Individuals with Disabilities Education Improvement Act or IDEA 2004
In 1990, amendments reauthorized Public Law 94-142 – originally enacted in 1975 – under a new public law number, Public Law 101-476. This reauthorization also changed the name of the original act to the Individuals with Disabilities Education Act, now commonly referred to as IDEA. In 2004, IDEA was again amended and became the Individuals with Disabilities Education Improvement Act – Public Law 108-446.
This act ensures that all children with disabilities have available to them a free appropriate, public education that includes special education (individually designed instruction) through the Individualized Education Program (IEP), in the least restrictive environment and related services to meet their unique needs.
The six principles of IDEA ‘97 are key to understanding the intent and spirit of the law. These include:
- Free Appropriate Public Education (FAPE): FAPE means special education and related services are available to eligible children with disabilities age 3 to 22 and are to be provided at no cost to the parents. The provision of FAPE differs for each child, but the principle is the same. FAPE applies to all children with disabilities, including those who have been suspended or expelled from school.
- Appropriate Evaluation: Appropriate evaluation is used to gather accurate information to determine eligibility and continued eligibility, as well as identifies the student’s strengths and educational needs. An Individualized Education Program (IEP) is then designed to respond to the student’s needs.
- Individualized Education Program (IEP): The IEP is a legally binding, written document that outlines the special education program services and related services based on the child’s educational needs.
- Least Restrictive Environment (LRE): LRE is the environment where the student can receive an appropriate education designed to meet his or her special education needs, while still being educated with nondisabled peers to the maximum extent appropriate.
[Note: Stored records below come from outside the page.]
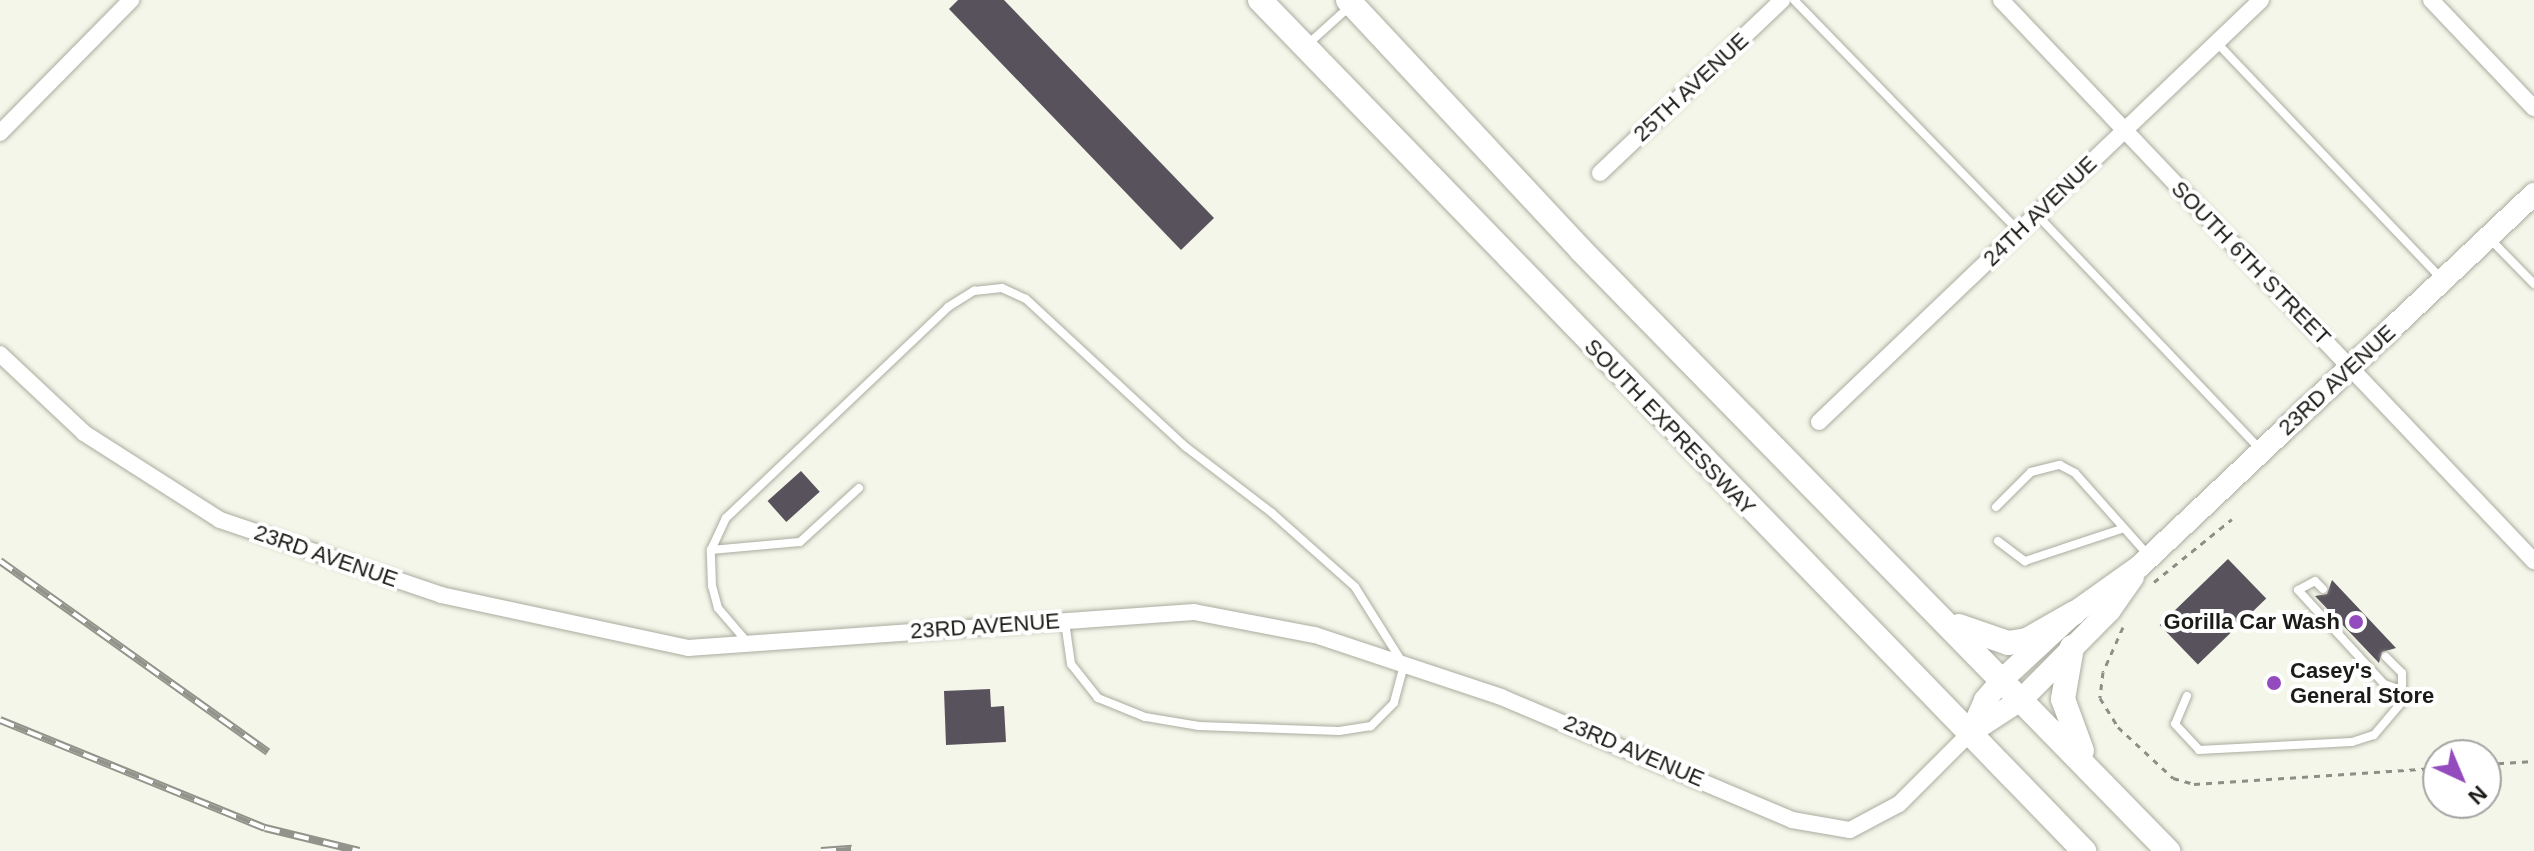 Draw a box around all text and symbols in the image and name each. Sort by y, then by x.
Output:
street label: 25TH AVENUE [1628,27,1754,147]
street label: 24TH AVENUE [1977,150,2103,272]
street label: SOUTH 6TH STREET [2166,176,2336,350]
street label: 23RD AVENUE [2273,319,2401,441]
street label: SOUTH EXPRESSWAY [1579,333,1761,521]
street label: 23RD AVENUE [250,519,402,593]
street label: 23RD AVENUE [909,608,1061,644]
place label: Gorilla Car Wash [2164,609,2340,635]
marker: Gorilla Car Wash [2347,613,2365,631]
place label: Casey's General Store [2290,657,2434,708]
marker: Casey's General Store [2265,674,2283,692]
street label: 23RD AVENUE [1559,709,1709,793]
north arrow [2422,739,2502,819]
text: N [2463,781,2492,810] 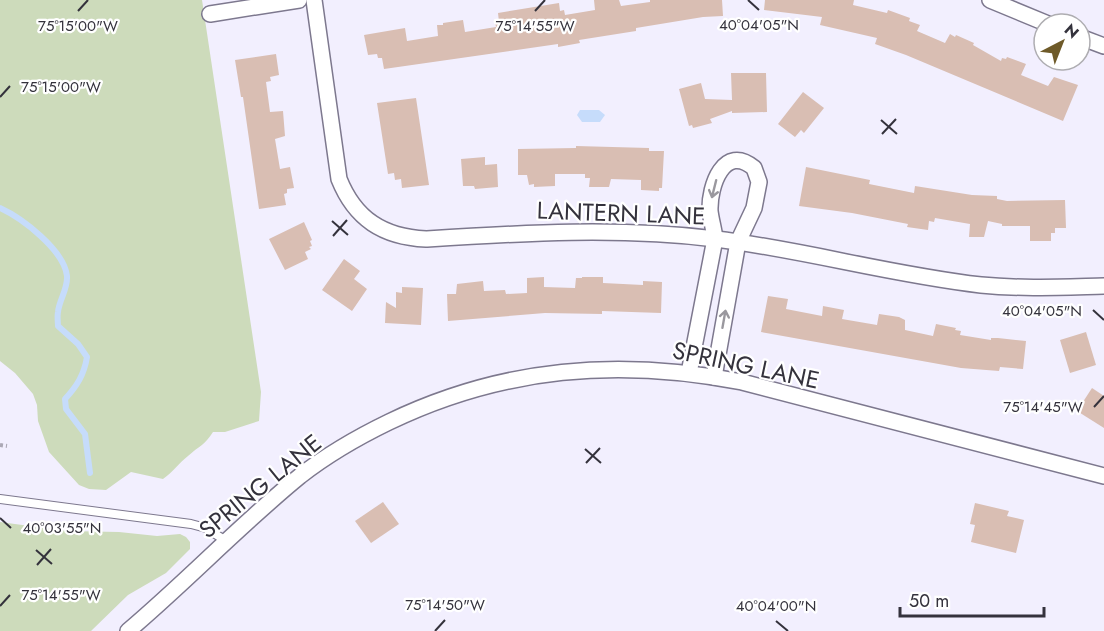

- Parent and Student Participation in Decision–Making: IDEA requires that parents must be given the opportunity to play a central role in the planning and decision-making of their child’s education. Parents must have the opportunity to participate in meetings regarding identification, evaluation, educational placement, and the provision of FAPE to the student. Student rights and participation are expanded and encouraged, particularly when addressing transition planning.
- Procedural Due Process: Procedural due process refers to the safeguards designed to protect the rights of the parents and their child with a disability, as well as give families and schools a mechanism for resolving disputes.
Part B of IDEA outlines the special education process for eligible children from age 3 through graduation or age 22, whichever comes first. This includes special education preschool which serves children with disabilities who are ages 3 to 5. The Utah State Office of Education is the lead agency responsible for overseeing special education. The specific child identified educational needs and services are written in an Individualized Education Program or IEP. Transition planning within the IEP is covered later in this handbook.
The IEP is a critically important provision of the IDEA. Parents need to understand the process through which IEPs are developed to fully understand transition planning within the IEP process. Parents have important roles and responsibilities on behalf of and with their child. For more information about IEPs, contact the Utah Parent Center at (801) 272-1051 or toll-free in Utah at 1-800-468-1160.
Family Education Rights and Privacy Act (FERPA)
This act guarantees parents the right to inspect and review their child’s file, says that only people who need to see the file can, and allows the parents to challenge information in the file you feel is inaccurate or misleading. If you disagree with things in the file, you can ask the school to take them out. If they refuse you may attach a letter to the page in question telling why you disagree or request a due process hearing.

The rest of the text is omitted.